What the exercise asks> Once you reach the line containing "Input: one rendered" in the entries below, write out that line and each one after it down to the line containing "What data does the image", exactly and with nothing added.

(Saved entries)
:::

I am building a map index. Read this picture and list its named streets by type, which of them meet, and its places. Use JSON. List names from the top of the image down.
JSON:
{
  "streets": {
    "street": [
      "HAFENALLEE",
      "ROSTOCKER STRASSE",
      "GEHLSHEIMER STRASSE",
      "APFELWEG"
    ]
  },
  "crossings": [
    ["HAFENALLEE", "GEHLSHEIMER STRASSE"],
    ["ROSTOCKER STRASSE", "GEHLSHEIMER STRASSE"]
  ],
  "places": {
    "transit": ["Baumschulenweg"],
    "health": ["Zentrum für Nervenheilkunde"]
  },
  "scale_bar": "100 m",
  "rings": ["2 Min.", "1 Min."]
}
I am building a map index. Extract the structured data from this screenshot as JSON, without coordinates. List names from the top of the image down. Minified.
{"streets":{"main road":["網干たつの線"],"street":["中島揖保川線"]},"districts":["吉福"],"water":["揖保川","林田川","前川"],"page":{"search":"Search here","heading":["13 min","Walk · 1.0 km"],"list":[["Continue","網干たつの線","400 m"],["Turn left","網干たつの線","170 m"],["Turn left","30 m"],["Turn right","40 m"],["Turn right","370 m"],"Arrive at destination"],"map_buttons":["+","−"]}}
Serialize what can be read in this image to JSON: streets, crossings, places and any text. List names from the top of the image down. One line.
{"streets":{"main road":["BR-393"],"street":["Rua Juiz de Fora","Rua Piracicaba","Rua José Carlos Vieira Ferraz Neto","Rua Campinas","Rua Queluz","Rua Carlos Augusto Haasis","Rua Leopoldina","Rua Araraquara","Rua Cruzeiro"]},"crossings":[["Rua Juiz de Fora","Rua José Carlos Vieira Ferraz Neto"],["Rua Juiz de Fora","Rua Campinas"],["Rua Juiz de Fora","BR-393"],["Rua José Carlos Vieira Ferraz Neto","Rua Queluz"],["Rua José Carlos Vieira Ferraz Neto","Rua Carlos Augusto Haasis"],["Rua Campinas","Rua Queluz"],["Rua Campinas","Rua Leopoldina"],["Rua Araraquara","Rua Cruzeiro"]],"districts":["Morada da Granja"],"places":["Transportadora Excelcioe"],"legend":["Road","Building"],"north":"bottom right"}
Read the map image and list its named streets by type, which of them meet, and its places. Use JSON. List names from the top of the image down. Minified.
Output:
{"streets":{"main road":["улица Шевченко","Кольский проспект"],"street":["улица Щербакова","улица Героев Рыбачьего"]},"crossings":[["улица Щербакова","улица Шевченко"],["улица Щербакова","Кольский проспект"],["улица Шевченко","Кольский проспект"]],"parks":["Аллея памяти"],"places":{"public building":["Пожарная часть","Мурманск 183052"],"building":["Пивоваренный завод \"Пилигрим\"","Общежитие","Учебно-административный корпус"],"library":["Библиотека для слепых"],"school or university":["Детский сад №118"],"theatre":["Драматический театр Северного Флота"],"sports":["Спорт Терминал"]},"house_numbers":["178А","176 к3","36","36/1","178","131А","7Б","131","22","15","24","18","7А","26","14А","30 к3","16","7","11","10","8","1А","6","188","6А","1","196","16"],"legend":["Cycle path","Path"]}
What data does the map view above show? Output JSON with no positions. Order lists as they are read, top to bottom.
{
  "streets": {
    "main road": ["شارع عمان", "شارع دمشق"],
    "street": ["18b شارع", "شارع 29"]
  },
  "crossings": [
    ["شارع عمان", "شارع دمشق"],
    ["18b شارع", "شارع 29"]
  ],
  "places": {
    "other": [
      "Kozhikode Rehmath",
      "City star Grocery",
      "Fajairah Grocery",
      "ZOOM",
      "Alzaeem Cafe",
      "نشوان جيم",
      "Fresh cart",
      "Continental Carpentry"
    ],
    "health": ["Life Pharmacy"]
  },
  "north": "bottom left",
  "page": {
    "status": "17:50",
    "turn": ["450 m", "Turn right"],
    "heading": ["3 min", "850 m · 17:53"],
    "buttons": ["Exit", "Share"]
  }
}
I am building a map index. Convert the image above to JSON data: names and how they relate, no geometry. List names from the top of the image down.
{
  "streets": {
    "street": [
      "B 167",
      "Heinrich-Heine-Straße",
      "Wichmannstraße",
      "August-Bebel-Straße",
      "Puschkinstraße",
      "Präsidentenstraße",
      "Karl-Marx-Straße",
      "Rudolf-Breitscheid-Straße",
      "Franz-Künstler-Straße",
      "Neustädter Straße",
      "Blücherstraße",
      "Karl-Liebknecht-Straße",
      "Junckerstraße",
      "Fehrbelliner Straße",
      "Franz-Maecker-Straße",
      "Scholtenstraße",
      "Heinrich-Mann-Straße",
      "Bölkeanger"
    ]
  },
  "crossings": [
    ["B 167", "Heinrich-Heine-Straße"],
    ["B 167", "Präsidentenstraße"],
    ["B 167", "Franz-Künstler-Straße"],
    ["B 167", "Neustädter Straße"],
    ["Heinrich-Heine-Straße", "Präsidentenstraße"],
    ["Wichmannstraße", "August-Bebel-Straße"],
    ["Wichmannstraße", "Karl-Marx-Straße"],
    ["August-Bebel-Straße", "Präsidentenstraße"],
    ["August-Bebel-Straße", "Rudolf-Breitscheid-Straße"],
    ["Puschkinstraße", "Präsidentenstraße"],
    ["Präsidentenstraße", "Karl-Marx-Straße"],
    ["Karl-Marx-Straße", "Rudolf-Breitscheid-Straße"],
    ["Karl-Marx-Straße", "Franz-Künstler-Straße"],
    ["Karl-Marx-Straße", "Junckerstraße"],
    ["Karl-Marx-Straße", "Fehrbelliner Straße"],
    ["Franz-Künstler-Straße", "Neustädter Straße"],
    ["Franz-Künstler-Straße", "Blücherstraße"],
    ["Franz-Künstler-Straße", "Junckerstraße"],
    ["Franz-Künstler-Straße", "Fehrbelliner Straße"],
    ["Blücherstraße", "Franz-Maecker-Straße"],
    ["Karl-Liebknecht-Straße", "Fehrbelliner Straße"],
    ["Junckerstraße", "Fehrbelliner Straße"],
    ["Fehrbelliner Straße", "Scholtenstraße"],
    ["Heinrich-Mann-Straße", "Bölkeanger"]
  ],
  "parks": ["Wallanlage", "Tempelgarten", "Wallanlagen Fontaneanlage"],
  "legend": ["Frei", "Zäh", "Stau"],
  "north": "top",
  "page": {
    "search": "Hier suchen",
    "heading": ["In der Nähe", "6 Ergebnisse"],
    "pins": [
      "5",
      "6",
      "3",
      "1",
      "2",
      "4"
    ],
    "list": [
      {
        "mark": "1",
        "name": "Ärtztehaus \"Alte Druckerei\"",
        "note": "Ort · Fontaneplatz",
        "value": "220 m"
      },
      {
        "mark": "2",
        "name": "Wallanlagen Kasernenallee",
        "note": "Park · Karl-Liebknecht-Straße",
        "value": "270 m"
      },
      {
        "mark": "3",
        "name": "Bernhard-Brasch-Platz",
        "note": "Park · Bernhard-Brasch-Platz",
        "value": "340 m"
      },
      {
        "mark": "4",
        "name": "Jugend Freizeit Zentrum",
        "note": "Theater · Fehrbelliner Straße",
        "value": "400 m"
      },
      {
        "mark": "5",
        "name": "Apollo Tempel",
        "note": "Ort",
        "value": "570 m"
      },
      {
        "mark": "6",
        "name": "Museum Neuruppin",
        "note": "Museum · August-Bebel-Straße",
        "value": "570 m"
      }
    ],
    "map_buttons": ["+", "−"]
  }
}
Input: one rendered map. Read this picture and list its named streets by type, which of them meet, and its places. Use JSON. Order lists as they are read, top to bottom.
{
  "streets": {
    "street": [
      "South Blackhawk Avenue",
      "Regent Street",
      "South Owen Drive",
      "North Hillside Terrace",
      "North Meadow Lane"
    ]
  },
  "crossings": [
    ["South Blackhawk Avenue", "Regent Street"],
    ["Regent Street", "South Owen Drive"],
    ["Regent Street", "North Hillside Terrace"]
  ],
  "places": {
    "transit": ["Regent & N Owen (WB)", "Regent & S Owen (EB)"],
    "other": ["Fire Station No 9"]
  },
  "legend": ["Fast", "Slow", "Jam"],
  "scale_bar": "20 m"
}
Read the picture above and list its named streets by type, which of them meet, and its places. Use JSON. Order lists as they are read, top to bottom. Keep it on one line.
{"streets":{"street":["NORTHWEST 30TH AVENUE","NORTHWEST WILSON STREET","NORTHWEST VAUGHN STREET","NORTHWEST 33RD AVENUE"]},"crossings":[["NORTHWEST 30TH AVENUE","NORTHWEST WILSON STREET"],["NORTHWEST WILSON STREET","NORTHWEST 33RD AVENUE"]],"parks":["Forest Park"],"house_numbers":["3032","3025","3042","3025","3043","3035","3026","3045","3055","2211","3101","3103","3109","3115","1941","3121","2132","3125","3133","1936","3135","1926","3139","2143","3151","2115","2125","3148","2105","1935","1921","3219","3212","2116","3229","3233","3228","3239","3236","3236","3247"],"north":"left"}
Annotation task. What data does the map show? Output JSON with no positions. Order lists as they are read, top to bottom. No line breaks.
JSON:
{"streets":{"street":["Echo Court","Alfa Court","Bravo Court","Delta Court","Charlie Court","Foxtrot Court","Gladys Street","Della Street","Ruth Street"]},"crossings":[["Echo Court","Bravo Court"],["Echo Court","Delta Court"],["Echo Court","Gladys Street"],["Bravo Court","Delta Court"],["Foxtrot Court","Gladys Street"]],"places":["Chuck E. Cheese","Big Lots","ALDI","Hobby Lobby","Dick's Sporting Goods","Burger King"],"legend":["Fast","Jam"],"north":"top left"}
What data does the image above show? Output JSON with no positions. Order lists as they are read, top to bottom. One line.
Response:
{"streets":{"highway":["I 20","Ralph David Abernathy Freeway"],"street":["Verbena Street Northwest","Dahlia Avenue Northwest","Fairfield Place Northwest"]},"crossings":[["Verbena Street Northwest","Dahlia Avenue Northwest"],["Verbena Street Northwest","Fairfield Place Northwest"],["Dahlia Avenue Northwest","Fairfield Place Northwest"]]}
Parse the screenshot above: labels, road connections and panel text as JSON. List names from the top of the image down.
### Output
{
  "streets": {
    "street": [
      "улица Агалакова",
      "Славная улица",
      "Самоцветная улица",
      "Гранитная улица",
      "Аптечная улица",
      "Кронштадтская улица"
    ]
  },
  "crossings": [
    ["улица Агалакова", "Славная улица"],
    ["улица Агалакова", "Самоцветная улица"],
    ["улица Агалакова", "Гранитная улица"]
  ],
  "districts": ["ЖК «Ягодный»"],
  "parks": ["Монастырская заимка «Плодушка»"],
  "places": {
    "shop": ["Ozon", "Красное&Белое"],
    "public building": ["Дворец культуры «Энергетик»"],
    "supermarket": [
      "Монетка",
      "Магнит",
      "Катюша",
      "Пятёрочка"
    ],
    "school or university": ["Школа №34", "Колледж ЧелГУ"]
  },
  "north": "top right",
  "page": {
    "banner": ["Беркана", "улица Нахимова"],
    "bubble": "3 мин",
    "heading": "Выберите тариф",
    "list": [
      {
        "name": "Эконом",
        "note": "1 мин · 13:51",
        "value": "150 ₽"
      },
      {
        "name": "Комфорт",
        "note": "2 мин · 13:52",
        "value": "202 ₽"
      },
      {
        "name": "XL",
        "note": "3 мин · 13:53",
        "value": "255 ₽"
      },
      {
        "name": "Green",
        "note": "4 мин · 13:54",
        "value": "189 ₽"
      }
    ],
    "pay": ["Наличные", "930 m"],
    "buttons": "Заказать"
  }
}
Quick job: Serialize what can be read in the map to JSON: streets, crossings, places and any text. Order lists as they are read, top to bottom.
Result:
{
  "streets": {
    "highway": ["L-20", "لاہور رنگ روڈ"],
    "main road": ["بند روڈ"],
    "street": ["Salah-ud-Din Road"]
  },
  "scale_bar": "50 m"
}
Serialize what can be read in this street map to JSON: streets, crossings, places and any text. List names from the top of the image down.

:::

Answer for the task>
Input: one rendered map. Read this picture and list its named streets by type, which of them meet, and its places. Use JSON. Order lists as they are read, top to bottom.
{
  "streets": {
    "street": [
      "South Blackhawk Avenue",
      "Regent Street",
      "South Owen Drive",
      "North Hillside Terrace",
      "North Meadow Lane"
    ]
  },
  "crossings": [
    ["South Blackhawk Avenue", "Regent Street"],
    ["Regent Street", "South Owen Drive"],
    ["Regent Street", "North Hillside Terrace"]
  ],
  "places": {
    "transit": ["Regent & N Owen (WB)", "Regent & S Owen (EB)"],
    "other": ["Fire Station No 9"]
  },
  "legend": ["Fast", "Slow", "Jam"],
  "scale_bar": "20 m"
}
Read the picture above and list its named streets by type, which of them meet, and its places. Use JSON. Order lists as they are read, top to bottom. Keep it on one line.
{"streets":{"street":["NORTHWEST 30TH AVENUE","NORTHWEST WILSON STREET","NORTHWEST VAUGHN STREET","NORTHWEST 33RD AVENUE"]},"crossings":[["NORTHWEST 30TH AVENUE","NORTHWEST WILSON STREET"],["NORTHWEST WILSON STREET","NORTHWEST 33RD AVENUE"]],"parks":["Forest Park"],"house_numbers":["3032","3025","3042","3025","3043","3035","3026","3045","3055","2211","3101","3103","3109","3115","1941","3121","2132","3125","3133","1936","3135","1926","3139","2143","3151","2115","2125","3148","2105","1935","1921","3219","3212","2116","3229","3233","3228","3239","3236","3236","3247"],"north":"left"}
Annotation task. What data does the map show? Output JSON with no positions. Order lists as they are read, top to bottom. No line breaks.
JSON:
{"streets":{"street":["Echo Court","Alfa Court","Bravo Court","Delta Court","Charlie Court","Foxtrot Court","Gladys Street","Della Street","Ruth Street"]},"crossings":[["Echo Court","Bravo Court"],["Echo Court","Delta Court"],["Echo Court","Gladys Street"],["Bravo Court","Delta Court"],["Foxtrot Court","Gladys Street"]],"places":["Chuck E. Cheese","Big Lots","ALDI","Hobby Lobby","Dick's Sporting Goods","Burger King"],"legend":["Fast","Jam"],"north":"top left"}
What data does the image above show? Output JSON with no positions. Order lists as they are read, top to bottom. One line.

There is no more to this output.